Ghana says it is determined to join new West African currency

Ghana is determined to “do whatever we can” to join a new West African currency called the Eco, which will replace the France-backed CFA franc as soon as next year in eight regional countries, Ghana’s presidency said.

Ghana’s entry into the currency union would make it the bloc’s largest economy, narrowly ahead of neighbor Ivory Coast.

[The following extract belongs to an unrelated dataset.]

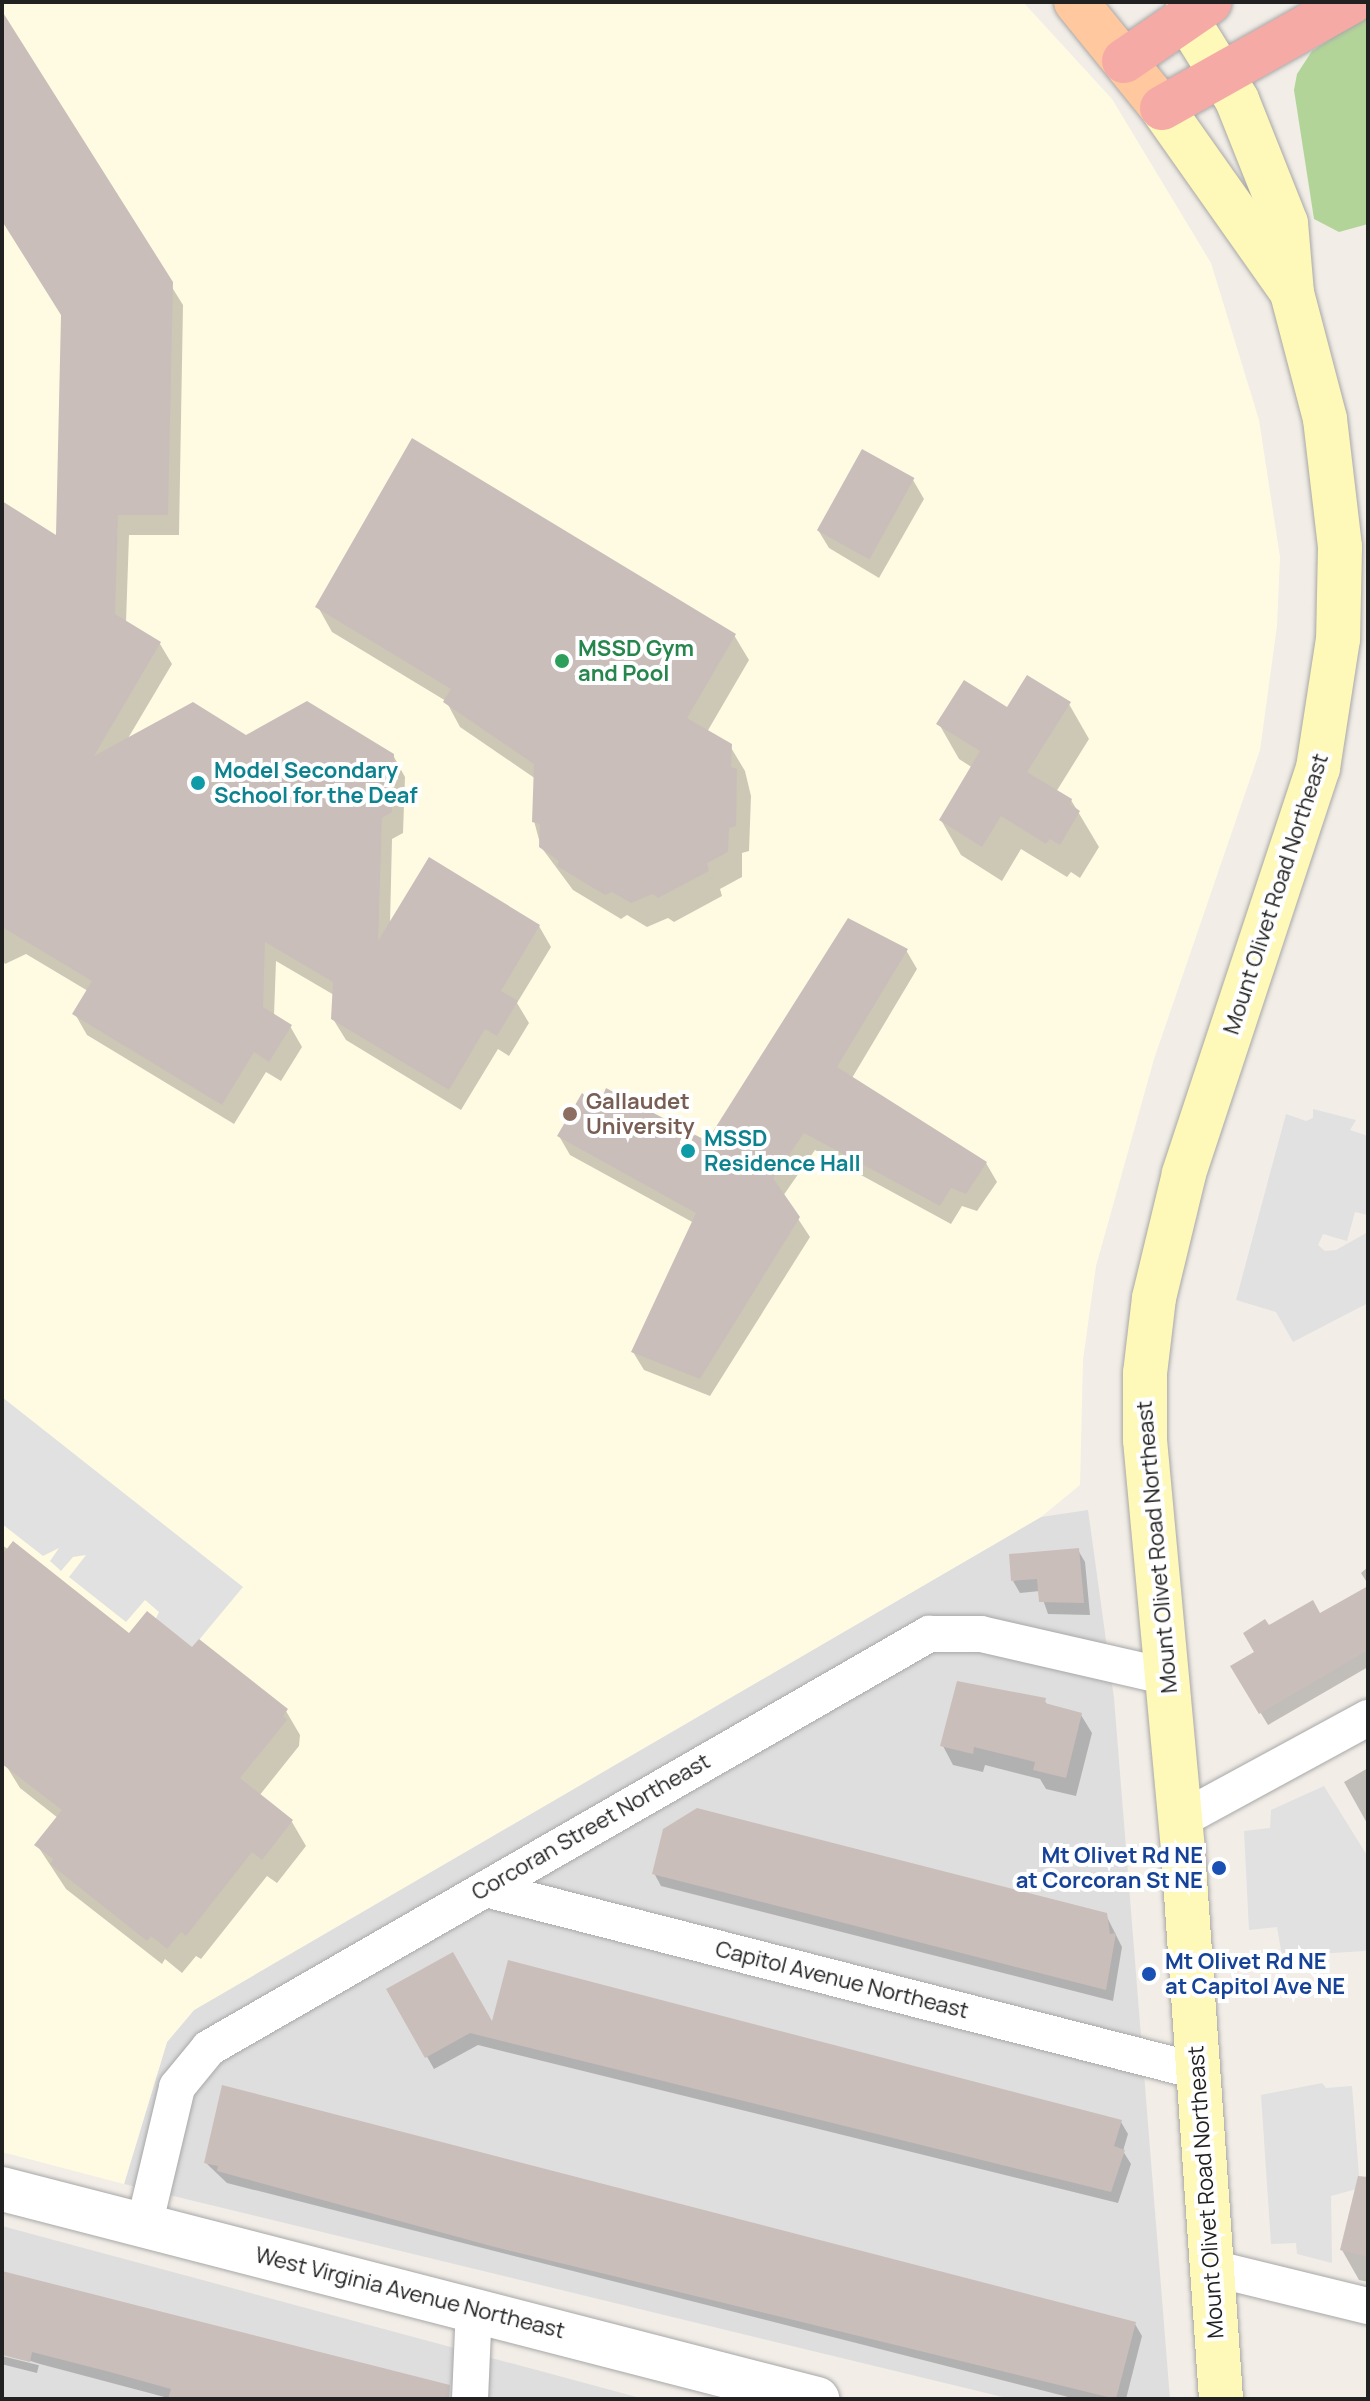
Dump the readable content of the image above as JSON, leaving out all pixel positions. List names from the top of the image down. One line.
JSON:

Ghana is not part of the West African Economic and Monetary Union (UEMOA) and has its own currency, the Cedi.

Ivory Coast President Alassane Ouattara and French President Emmanuel Macron announced earlier this month that West Africa’s monetary union had agreed to cut some financial links with Paris that have underpinned the region’s common currency since its creation soon after World War Two.

Under the deal, the Eco will remain pegged to the euro but the African countries in the bloc won’t have to keep half of their reserves in the French Treasury and a French representative will no longer sit on the currency union’s board.

“We, in Ghana, are determined to do whatever we can to enable us (to) join the Member States of UEMOA, soon, in the use of the Eco, as, we believe, it will help remove trade and monetary barriers,” President Nana Akufo-Addo’s office said in a statement.

The countries due to change from the CFA franc to the Eco are Benin, Burkina Faso, Guinea-Bissau, Ivory Coast, Mali, Niger, Senegal and Togo – all former French colonies except Guinea-Bissau.